View Full Version : PMD relocate, #9 resistor, sluggish, POOR mileage


LeadHead
04-22-2011, 07:02 PM
Ok, so a few months ago my '98 Sub was having a problem of stalling while driving, so I ordered a 6' PMD relocation harness, grabbed the PMD off my previous, dead IP and mounted it in front of the radiator for max cooling. To save on labor we left the bad PMD (and original unknown resistor) on the IP. Since I didn't know what number of resistor was on it I got a #9 from a local shop (freebie, can you believe that?!) for the newly relocated PMD.
This is the wife's vehicle and it sits in the driveway most of the week so I cannot say for certain that the poor fuel mileage and laggy performance happened at the same time of the relocation, but it was during that approximate time frame that this truck went from 19-21 MPG to 11-13 MPG. It has new glow plugs, but when starting it cold (even as warm as the 40's) it kicks out a pretty good amount of a combination of light and dark gray smoke and runs a bit rough for a few seconds, sort of like it's missing one cylinder. On the road especially when climbing a hill it feels like it's running on 7 cylinders and has about the same performance level.
Now, I have a couple questions: 1. Would dropping a #9 resistor into the PMD cause these problems, depending on what resistor was in the old one? This truck is driven with a light foot but still SUCKS $4.19/gal fuel. #2. I have read about needing an additional ground wire when relocating the PMD. The directions that were included with my relocation cable mentioned nothing about this and I assumed that plugging the new cable into the pump would essentially keep all wiring the way it was. The heat sink is bolted to the vertical bracket in front of the radiator/AC condensor, so is that a sufficient ground? Could this lack of a specific ground wire give me these problems?
My suspicion at this time is the injectors, and a new set of Bosch's should be arriving in a few days. The vehicle has 290+k miles and I can personally vouch for the fact they have not been replaced for the last 125k.
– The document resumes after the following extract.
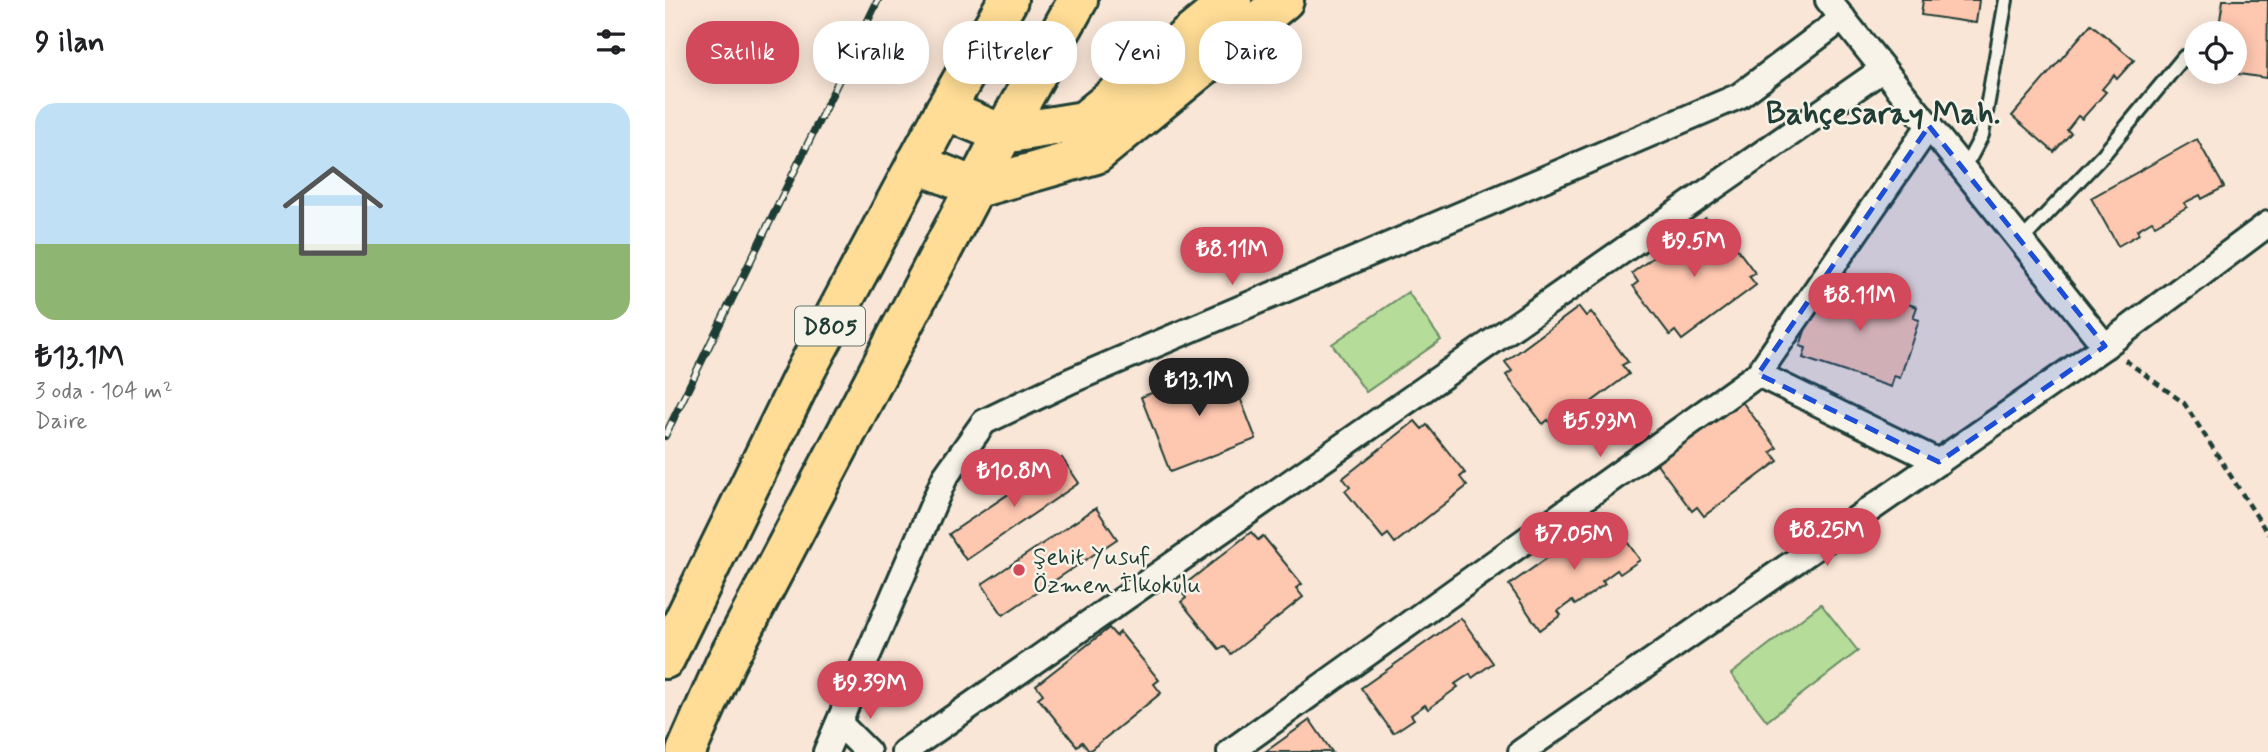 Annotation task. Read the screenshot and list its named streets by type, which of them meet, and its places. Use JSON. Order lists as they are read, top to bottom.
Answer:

Maybe they've never been changed, but who knows. Is this more likely to be the problem than my previous concerns? It's getting to the point where we can't afford the feed bill for this beast.

LeadHead
04-22-2011, 07:17 PM
Forgot to say, the IP was replaced 2 years ago, thanks to an incompetent dealer mechanic who ruined my old one. These problems began late last summer before the stations switched to winter blend, so that's not the problem. At one point I used some Lucas fuel conditioner/cleaner and it seemed to help fuel mileage a little, but if there was any improvement it quickly went back to the same MPG horror.

grancito
04-22-2011, 08:44 PM
The #9 resistor is not the problem, you need a ground from the PMD to the IP, but when I didn't put one, there was no problem for 2 years, then some no starts occured some times. The starting and running on 7 cylinder problem, sounds more like a bad injector.

jasoncooperpcola
04-22-2011, 09:07 PM
Ground wire from PMD to the Injector Pump???? I didn't do that on mine. The instructions didn't even mention it! BUT i bought my PMD from Pensacola Diesel.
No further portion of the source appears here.